---------- EXTRACTED ENTRIES ----------

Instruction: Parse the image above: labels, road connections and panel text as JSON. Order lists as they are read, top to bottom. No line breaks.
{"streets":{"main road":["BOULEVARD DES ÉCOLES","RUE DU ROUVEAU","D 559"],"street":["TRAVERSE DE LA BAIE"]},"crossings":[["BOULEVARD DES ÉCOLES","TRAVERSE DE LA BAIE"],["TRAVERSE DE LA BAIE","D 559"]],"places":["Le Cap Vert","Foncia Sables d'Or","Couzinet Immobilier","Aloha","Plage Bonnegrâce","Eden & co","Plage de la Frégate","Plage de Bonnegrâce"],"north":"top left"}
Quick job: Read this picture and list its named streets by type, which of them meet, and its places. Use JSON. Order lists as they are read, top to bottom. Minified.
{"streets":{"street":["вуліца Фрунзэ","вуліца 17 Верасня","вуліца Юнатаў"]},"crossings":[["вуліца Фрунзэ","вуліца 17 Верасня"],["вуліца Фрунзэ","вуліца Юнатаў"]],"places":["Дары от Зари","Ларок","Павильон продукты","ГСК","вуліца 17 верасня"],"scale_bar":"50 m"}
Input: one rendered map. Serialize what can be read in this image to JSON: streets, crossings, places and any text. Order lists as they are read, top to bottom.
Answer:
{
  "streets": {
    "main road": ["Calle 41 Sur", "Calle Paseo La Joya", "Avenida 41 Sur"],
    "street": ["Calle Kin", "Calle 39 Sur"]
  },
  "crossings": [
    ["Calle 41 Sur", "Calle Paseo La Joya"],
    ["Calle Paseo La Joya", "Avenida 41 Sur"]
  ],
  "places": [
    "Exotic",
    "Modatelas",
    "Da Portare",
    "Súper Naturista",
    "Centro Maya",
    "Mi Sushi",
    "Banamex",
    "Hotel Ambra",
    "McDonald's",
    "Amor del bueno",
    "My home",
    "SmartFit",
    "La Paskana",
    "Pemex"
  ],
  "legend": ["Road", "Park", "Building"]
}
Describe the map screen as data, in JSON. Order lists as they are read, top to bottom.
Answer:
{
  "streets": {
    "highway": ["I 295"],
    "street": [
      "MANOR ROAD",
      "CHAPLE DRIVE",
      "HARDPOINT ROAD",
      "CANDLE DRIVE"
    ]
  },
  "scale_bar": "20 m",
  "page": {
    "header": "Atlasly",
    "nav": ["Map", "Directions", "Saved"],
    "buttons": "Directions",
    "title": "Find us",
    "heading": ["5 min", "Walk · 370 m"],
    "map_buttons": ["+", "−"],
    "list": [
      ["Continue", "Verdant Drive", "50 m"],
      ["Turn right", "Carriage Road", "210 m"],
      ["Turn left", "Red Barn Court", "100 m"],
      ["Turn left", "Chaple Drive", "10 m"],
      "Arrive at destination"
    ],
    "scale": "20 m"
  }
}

----------

**EXERCISE OBJECTIVE**
Repeat only the stretch of lines that opens with the line containing "Describe the map" and closes with the final line of the entries, both included, exactly as written.

**FINISHED EXERCISE**
Describe the map screen as data, in JSON. Order lists as they are read, top to bottom.
Answer:
{
  "streets": {
    "highway": ["I 295"],
    "street": [
      "MANOR ROAD",
      "CHAPLE DRIVE",
      "HARDPOINT ROAD",
      "CANDLE DRIVE"
    ]
  },
  "scale_bar": "20 m",
  "page": {
    "header": "Atlasly",
    "nav": ["Map", "Directions", "Saved"],
    "buttons": "Directions",
    "title": "Find us",
    "heading": ["5 min", "Walk · 370 m"],
    "map_buttons": ["+", "−"],
    "list": [
      ["Continue", "Verdant Drive", "50 m"],
      ["Turn right", "Carriage Road", "210 m"],
      ["Turn left", "Red Barn Court", "100 m"],
      ["Turn left", "Chaple Drive", "10 m"],
      "Arrive at destination"
    ],
    "scale": "20 m"
  }
}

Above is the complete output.